Question

How good/fast is Excel VBA's Find vs. binary search? My platform is Office 11|2003 and I'll be searching for strings against Column A on three sheets of values. Total number of rows ~140,000

If worth it which Library & functions should I reference to do the sorting and then the binary search? Binary searching strings/text reportedly has potential problems.

... one thing must be noted. Using binary search formulas with sortedtextrequires caution. Aladin A., Excel MVP

Excel Find:

Worksheets(1).Range("A:A").Find("PN-String-K9", LookIn:=xlValues, LookAt:=xlWhole)
Was it helpful?

Solution

Much against my intuition a VBA binary search strongly outperforms an Excel Find. At least with the scenario below where 120,000 6 character strings are distributed evenly over 3 worksheets.

Excel Find takes 1 minute 58 seconds,
VBA binary search takes 36 seconds on my particular machine.
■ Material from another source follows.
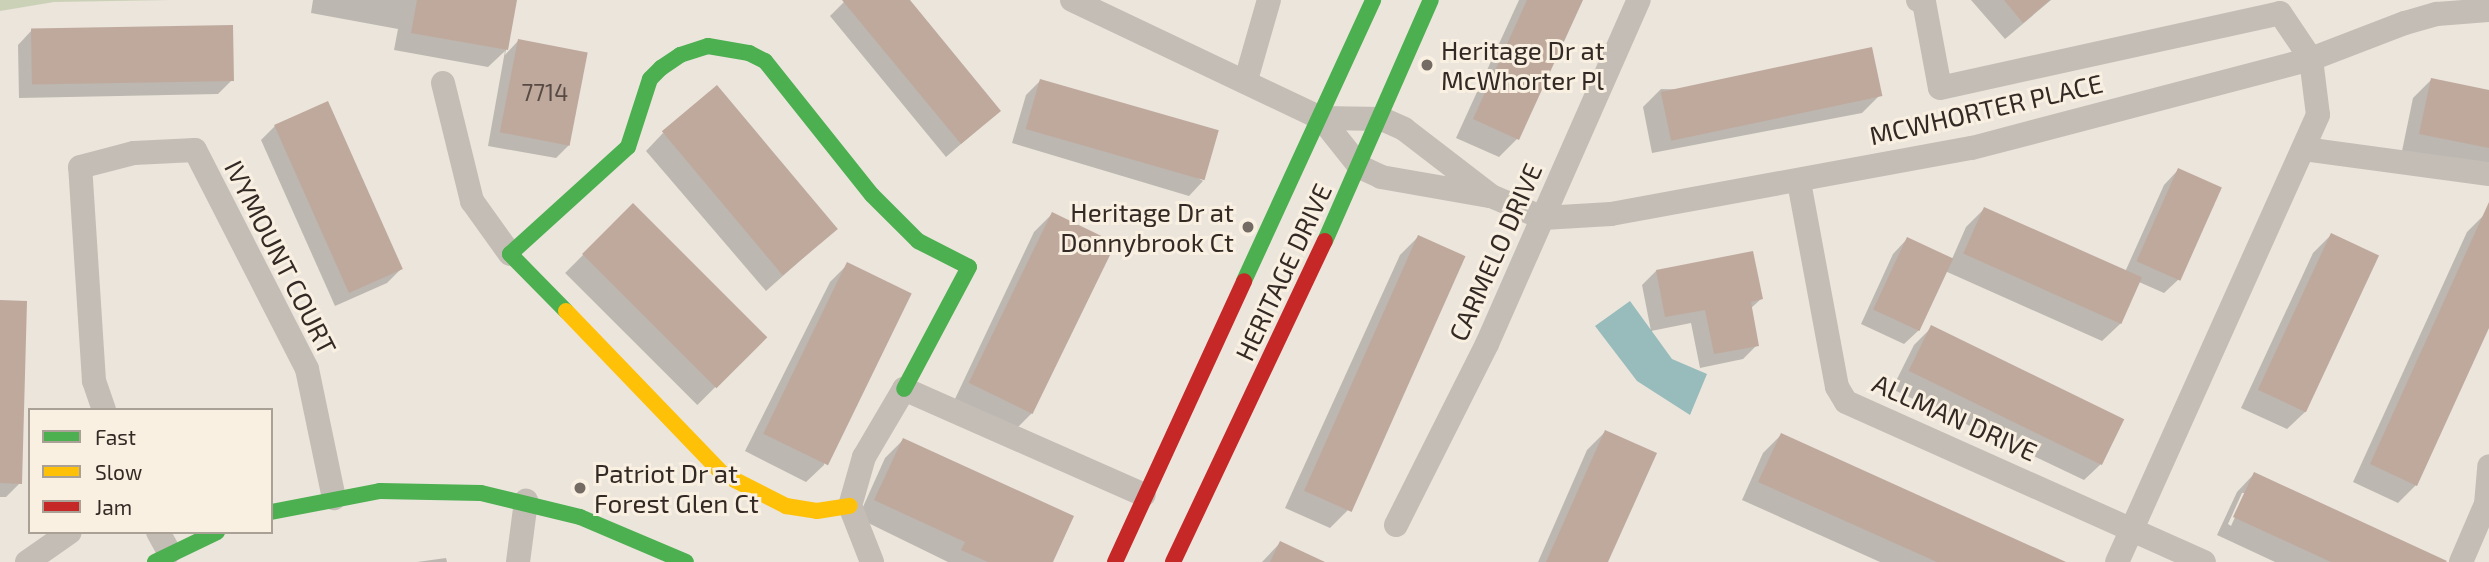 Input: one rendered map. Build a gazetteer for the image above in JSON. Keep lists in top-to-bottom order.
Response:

The advantage of knowing that the text is in order obviously outweighs Excel's natural advantage. Note Aladin A's warning about sort order.

Option Explicit

' Call Search to look for a thousand random strings
' in 3 worksheets of a workbook

' requires a workbook with 3 sheets and
' column A populated with values between "00001" to "120000"
' split evenly 40,000 to a worksheet in ascending order.
' They must be text, not numbers.

Private Const NUM_ROWS As Long = 120000
Private Const SHEET_1 As String = "Sheet1"
Private Const SHEET_2 As String = "Sheet2"
Private Const SHEET_3 As String = "Sheet3"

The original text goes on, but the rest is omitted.